**WHAT THE TASK ASKS**
Copy nothing but the text: repeat each entry exactly and drop the images.

**RECORDS FOR THE TASK**
◇ ◇ ◇ ◇ ◇

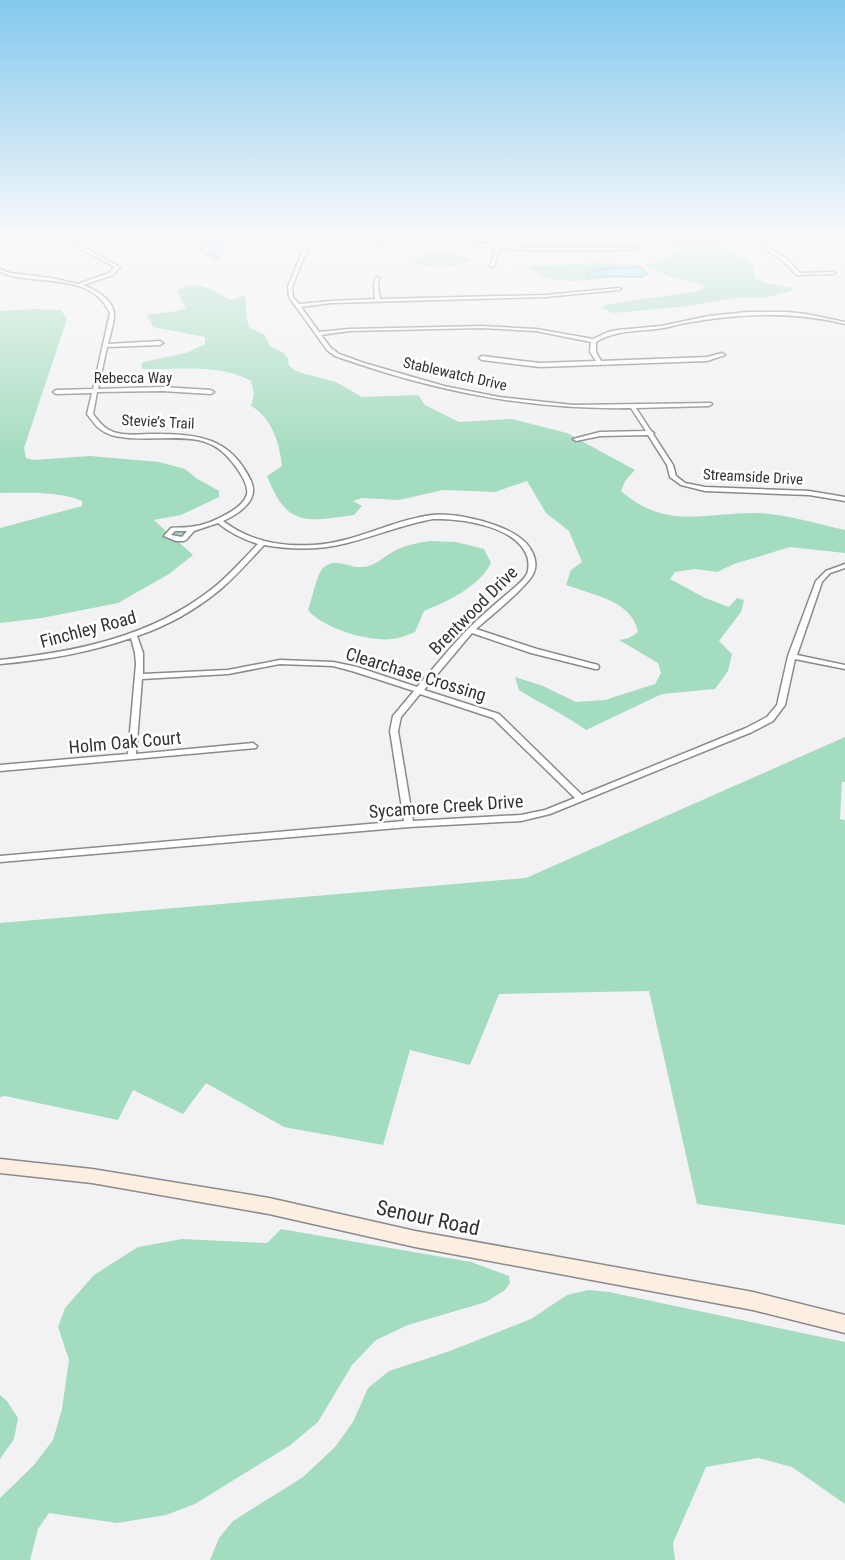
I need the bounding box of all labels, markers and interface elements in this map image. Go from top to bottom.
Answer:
street label: Stablewatch Drive [401,353,509,395]
street label: Rebecca Way [94,369,172,387]
street label: Stevie’s Trail [121,411,195,433]
street label: Streamside Drive [702,465,804,489]
street label: Brentwood Drive [424,561,522,659]
street label: Finchley Road [38,606,138,652]
street label: Clearchase Crossing [343,643,489,705]
street label: Holm Oak Court [68,727,182,757]
street label: Sycamore Creek Drive [368,790,524,822]
street label: Senour Road [374,1195,482,1241]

◇ ◇ ◇ ◇ ◇

**THE ANSWER**
I need the bounding box of all labels, markers and interface elements in this map image. Go from top to bottom.
Answer:
street label: Stablewatch Drive [401,353,509,395]
street label: Rebecca Way [94,369,172,387]
street label: Stevie’s Trail [121,411,195,433]
street label: Streamside Drive [702,465,804,489]
street label: Brentwood Drive [424,561,522,659]
street label: Finchley Road [38,606,138,652]
street label: Clearchase Crossing [343,643,489,705]
street label: Holm Oak Court [68,727,182,757]
street label: Sycamore Creek Drive [368,790,524,822]
street label: Senour Road [374,1195,482,1241]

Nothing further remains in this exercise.